---------- RECORDS SUPPLIED ----------

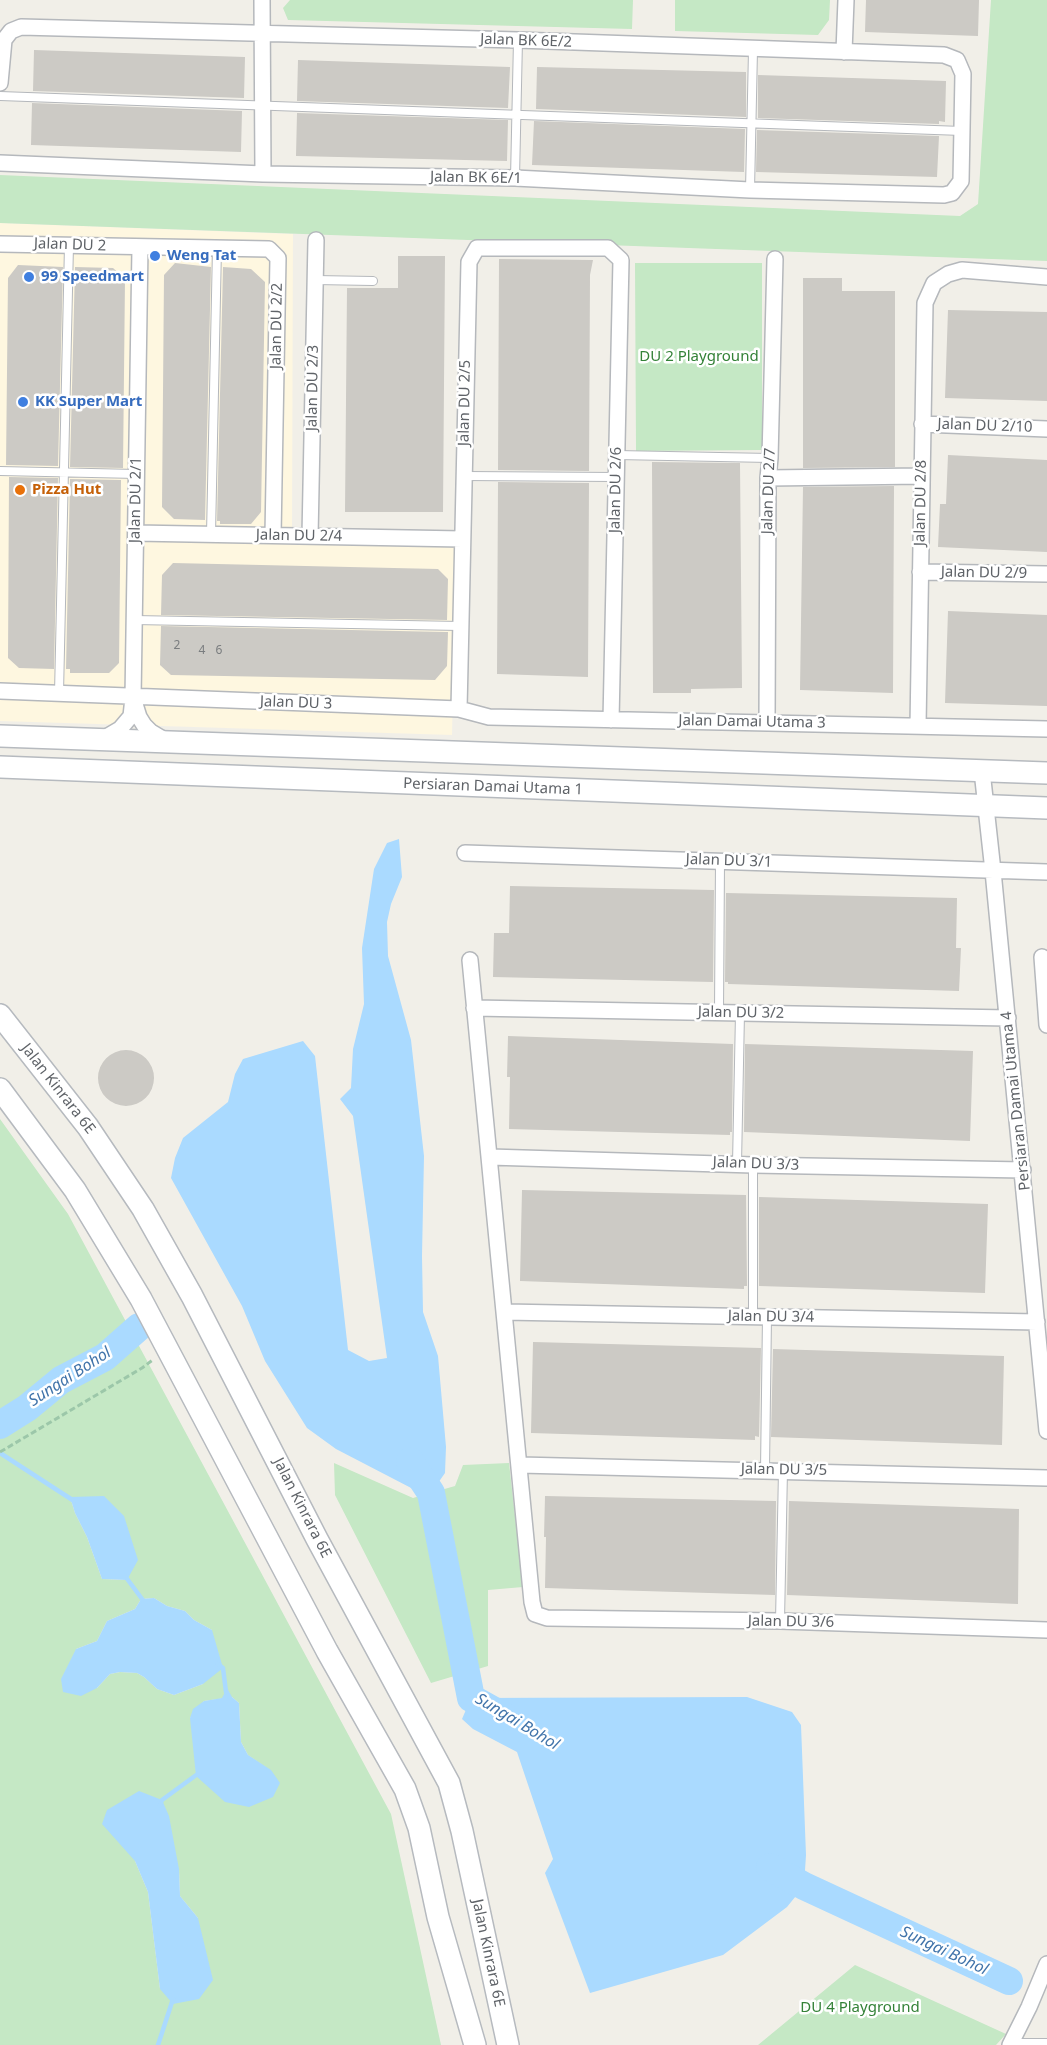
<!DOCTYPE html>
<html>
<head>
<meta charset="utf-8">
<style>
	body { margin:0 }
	canvas { display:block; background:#f1efe8 }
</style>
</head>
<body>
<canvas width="1047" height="2045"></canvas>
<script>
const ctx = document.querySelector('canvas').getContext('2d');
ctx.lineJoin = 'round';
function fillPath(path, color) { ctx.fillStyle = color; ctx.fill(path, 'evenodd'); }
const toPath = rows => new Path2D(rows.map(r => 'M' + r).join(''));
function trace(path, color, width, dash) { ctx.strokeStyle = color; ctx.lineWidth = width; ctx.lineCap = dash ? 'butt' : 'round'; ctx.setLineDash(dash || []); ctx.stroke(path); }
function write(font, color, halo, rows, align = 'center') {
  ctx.font = font + ' "Noto Sans",sans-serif'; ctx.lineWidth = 5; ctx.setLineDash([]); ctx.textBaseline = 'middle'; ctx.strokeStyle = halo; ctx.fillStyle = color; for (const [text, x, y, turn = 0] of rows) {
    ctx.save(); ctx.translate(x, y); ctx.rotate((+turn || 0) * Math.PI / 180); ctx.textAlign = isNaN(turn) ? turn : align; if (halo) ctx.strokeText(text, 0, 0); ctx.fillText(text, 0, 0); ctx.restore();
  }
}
const commercial = toPath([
	[0,223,293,234,292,527,456,531,452,735,0,721]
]);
const green = toPath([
	[290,0,633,0,632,29,288,20,283,8],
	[675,0,830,0,829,20,818,35,675,31],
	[991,0,1047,0,1047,261,0,223,0,175,960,216,978,204],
	[635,263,762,263,762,450,636,451],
	[0,1119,68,1214,391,1814,441,2045,0,2045],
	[70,1497,127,1580,102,1579,87,1537,75,1513],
	[154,1598,167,1606,185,1611,194,1620,212,1630,203,1684,174,1695,157,1689,144,1677,137,1673,120,1672,110,1674,97,1688,76,1649,97,1641,107,1621,135,1609,141,1599],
	[232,1697,239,1703,241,1742,248,1755,271,1770,190,1718,204,1701],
	[135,1861,179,1869,180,1896,198,1918,160,1989,148,1892],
	[334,1463,413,1498,455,1486,463,1465,509,1463,523,1587,488,1590,488,1666,431,1683,335,1495],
	[855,1965,1006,2034,996,2045,758,2045]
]);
const water = toPath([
	[399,839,402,877,391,904,387,922,388,956,411,1040,424,1156,422,1256,423,1312,438,1356,446,1447,445,1473,431,1493,415,1490,336,1449,307,1428,265,1361,242,1306,171,1178,175,1158,183,1138,228,1102,235,1074,243,1059,303,1041,315,1056,348,1350,369,1361,387,1358,353,1116,340,1099,351,1088,353,1049,364,1004,362,948,374,869,387,843],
	[104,1496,124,1516,138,1560,127,1580,102,1579,87,1537,75,1513,70,1497],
	[154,1598,167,1606,185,1611,194,1620,212,1630,223,1668,203,1684,174,1695,157,1689,144,1677,137,1673,120,1672,110,1674,97,1688,81,1696,63,1692,61,1679,76,1649,97,1641,107,1621,135,1609,141,1599],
	[227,1688,232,1697,239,1703,241,1742,248,1755,271,1770,280,1783,273,1797,249,1807,225,1802,196,1776,190,1718,193,1709,204,1701,222,1698],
	[747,1697,792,1712,801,1725,806,1855,804,1886,787,1907,723,1955,590,1993,545,1873,553,1859,517,1752,473,1729,462,1719,471,1698],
	[139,1791,162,1800,169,1816,179,1869,180,1896,198,1918,213,1980,199,1999,173,2004,160,1989,148,1892,135,1861,102,1824,107,1810]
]);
const stream = toPath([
	[0,1453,74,1501],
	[125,1576,145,1603],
	[218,1664,223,1668,226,1692],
	[160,1805,162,1800,199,1773],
	[158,2045,173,1999]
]);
const river = toPath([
	[0,1425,27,1408,61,1380,105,1357,139,1327],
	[410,1461,431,1493,471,1698,505,1717],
	[770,1867,804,1886,1009,1981]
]);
const building = toPath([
	[866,0,979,0,978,36,865,32],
	[34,50,245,57,244,98,33,91],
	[298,60,510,67,508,108,297,101],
	[537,67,746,72,746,117,536,109],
	[758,75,946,81,945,122,939,121,939,124,758,118],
	[32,103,242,111,241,152,31,145],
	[297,113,508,120,507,161,296,156],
	[534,121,745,129,744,172,532,165],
	[757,130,939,136,937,177,756,172],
	[398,256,445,256,443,512,345,512,347,288,398,288],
	[499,259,593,260,590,275,589,471,498,470],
	[175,263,211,267,205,520,174,519,162,507,164,275],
	[18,265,63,267,58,466,6,465,8,278],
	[75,267,113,268,125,279,123,468,70,467],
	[223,267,251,269,265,282,261,512,251,524,220,524,220,521,217,521],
	[803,278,842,278,842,291,895,291,895,467,803,468],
	[948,310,1047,312,1047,401,945,398],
	[948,455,1047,460,1047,552,938,547,940,504,946,504],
	[652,462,740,463,742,688,691,689,691,693,653,693],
	[9,477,58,478,54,669,19,668,8,658],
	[70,479,121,480,119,663,109,673,70,673,70,669,66,669],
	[498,482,589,483,588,677,497,674],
	[894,486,893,693,800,690,803,487],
	[173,563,438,569,448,579,447,620,161,615,162,575],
	[948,611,1047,615,1047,706,945,703],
	[161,626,446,632,448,632,447,666,435,680,171,675,160,665],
	[510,886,714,890,713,982,493,977,494,933,509,933],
	[726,893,957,898,956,948,961,948,959,991,728,984,728,982,725,982],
	[508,1036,733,1044,732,1132,730,1132,730,1135,509,1129,510,1077,507,1077],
	[745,1044,973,1051,970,1141,744,1132],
	'98 1078a28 28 0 1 1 56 0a28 28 0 1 1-56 0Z',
	[522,1190,746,1195,747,1286,744,1286,744,1289,520,1281],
	[759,1197,988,1204,985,1293,759,1286],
	[533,1342,761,1348,759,1437,755,1436,755,1440,531,1433],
	[773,1349,1004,1356,1002,1445,771,1437],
	[545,1496,776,1501,775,1595,545,1588,546,1537,544,1537],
	[789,1501,1019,1509,1018,1604,787,1595]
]);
const path = toPath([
	[0,1452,142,1368,154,1359]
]);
const lane = toPath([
	[0,96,962,131],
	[515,178,518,40],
	[750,190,753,50],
	[315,280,373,281],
	[617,455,770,458],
	[0,471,137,474],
	[464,476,616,477],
	[211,534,217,248],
	[134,620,460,626],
	[59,693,69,245],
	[719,1012,720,861],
	[737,1164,740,1013],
	[753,1316,753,1165],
	[765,1470,767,1316],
	[780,1621,783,1470],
	[1011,2043,1047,2043]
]);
const street = toPath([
	[262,0,263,174],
	[844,52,846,0],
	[0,83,4,40,11,31,21,27,518,40,944,55,957,60,963,74,961,181,952,193,944,195,750,190,515,178,263,174,0,163],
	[0,244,269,249,278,258,273,535],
	[922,424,1047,429],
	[768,478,921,476],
	[136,533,462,539],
	[310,536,316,240],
	[920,572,1047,574],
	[0,691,459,709,489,717,1047,729],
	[134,701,139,717,144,725,151,732,166,741],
	[459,709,469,262,477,248,608,248,621,260,611,720],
	[767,723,768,478,770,458,775,259],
	[918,726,925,303,934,283,948,274,962,270,1047,277],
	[103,739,120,729,131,716,133,698,140,247],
	[982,771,993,871,1047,1431],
	[465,853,1047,872],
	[1042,957,1047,1025],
	[470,960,532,1602,535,1614,547,1618,780,1621,1047,1630],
	[474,1008,1008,1018],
	[490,1157,753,1165,1023,1170],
	[505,1312,1037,1322],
	[520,1465,1047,1478],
	[1010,2045,1029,2007,1047,1964]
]);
const secondary = toPath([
	[0,736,1047,773],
	[0,767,1047,808],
	[0,1015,88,1127,143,1209,192,1296,317,1539,449,1783,462,1831,508,2045],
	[0,1089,75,1190,141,1299,327,1651,405,1789,419,1828,438,1917,475,2045]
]);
const markers = [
	[155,256,6,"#3f7fe0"],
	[29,277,6,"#3f7fe0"],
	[23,402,6,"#3f7fe0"],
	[20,490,6,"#e8710a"]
];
const numberNames = [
	["2",177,646],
	["4",202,651],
	["6",219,651]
];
const streetNames = [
	["Jalan BK 6E/2",526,41,2],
	["Jalan BK 6E/1",476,178,1],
	["Jalan DU 2",70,245,2],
	["Jalan DU 2/2",277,326,-89],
	["Jalan DU 2/3",313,388,-89],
	["Jalan DU 2/5",465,403,-89],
	["Jalan DU 2/10",985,426,2],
	["Jalan DU 2/6",616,490,-89],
	["Jalan DU 2/7",769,491,-88],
	["Jalan DU 2/1",136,500,-89],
	["Jalan DU 2/8",921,503,-89],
	["Jalan DU 2/4",299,536,1],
	["Jalan DU 2/9",984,573,1],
	["Jalan DU 3",296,703,2],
	["Jalan Damai Utama 3",752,722,1],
	["Persiaran Damai Utama 1",493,787,2],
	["Jalan DU 3/1",729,861,2],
	["Jalan DU 3/2",741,1013,1],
	["Jalan Kinrara 6E",58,1089,52],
	["Persiaran Damai Utama 4",1016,1101,-96],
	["Jalan DU 3/3",756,1164,2],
	["Jalan DU 3/4",771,1317,1],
	["Jalan DU 3/5",784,1470,1],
	["Jalan Kinrara 6E",302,1508,63],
	["Jalan DU 3/6",791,1622,1],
	["Jalan Kinrara 6E",488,1953,78]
];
const shopNames = [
	["Weng Tat",167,256],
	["99 Speedmart",41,277],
	["KK Super Mart",35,402]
];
const parkNames = [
	["DU 2 Playground",699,357],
	["DU 4 Playground",860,2008]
];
const foodNames = [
	["Pizza Hut",32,490]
];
const waterNames = [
	["Sungai Bohol",70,1377,-33],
	["Sungai Bohol",517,1722,31],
	["Sungai Bohol",944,1951,25]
];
fillPath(commercial, '#fef7e0');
fillPath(green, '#c5e8c5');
fillPath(water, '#aadaff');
trace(stream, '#aadaff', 4.5);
trace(river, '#aadaff', 28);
fillPath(building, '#cccac5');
trace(lane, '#b5b8bc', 10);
trace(street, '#b5b8bc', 18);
trace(secondary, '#b6babf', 24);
trace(path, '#9cc7a9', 3, [6, 3]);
trace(lane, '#fff', 8);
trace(street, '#fff', 15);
trace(secondary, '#fff', 21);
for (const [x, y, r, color] of markers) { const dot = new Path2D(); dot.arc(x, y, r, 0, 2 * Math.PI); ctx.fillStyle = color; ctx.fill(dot); trace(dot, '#fff', 2); }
write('12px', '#7a7d7f', null, numberNames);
write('15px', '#5f6368', '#fff', streetNames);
write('bold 15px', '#366cbe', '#fff', shopNames, 'left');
write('15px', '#348238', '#fff', parkNames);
write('bold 15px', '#c56008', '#fff', foodNames, 'left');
write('italic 16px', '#4174aa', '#fff', waterNames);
</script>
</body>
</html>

----------

PROBLEM:
Repeat the data above starting at the line with "trace(street, '#fff', 15);" and ending at its last line, exactly, with no other lines.

EXERCISE OUTPUT:
trace(street, '#fff', 15);
trace(secondary, '#fff', 21);
for (const [x, y, r, color] of markers) { const dot = new Path2D(); dot.arc(x, y, r, 0, 2 * Math.PI); ctx.fillStyle = color; ctx.fill(dot); trace(dot, '#fff', 2); }
write('12px', '#7a7d7f', null, numberNames);
write('15px', '#5f6368', '#fff', streetNames);
write('bold 15px', '#366cbe', '#fff', shopNames, 'left');
write('15px', '#348238', '#fff', parkNames);
write('bold 15px', '#c56008', '#fff', foodNames, 'left');
write('italic 16px', '#4174aa', '#fff', waterNames);
</script>
</body>
</html>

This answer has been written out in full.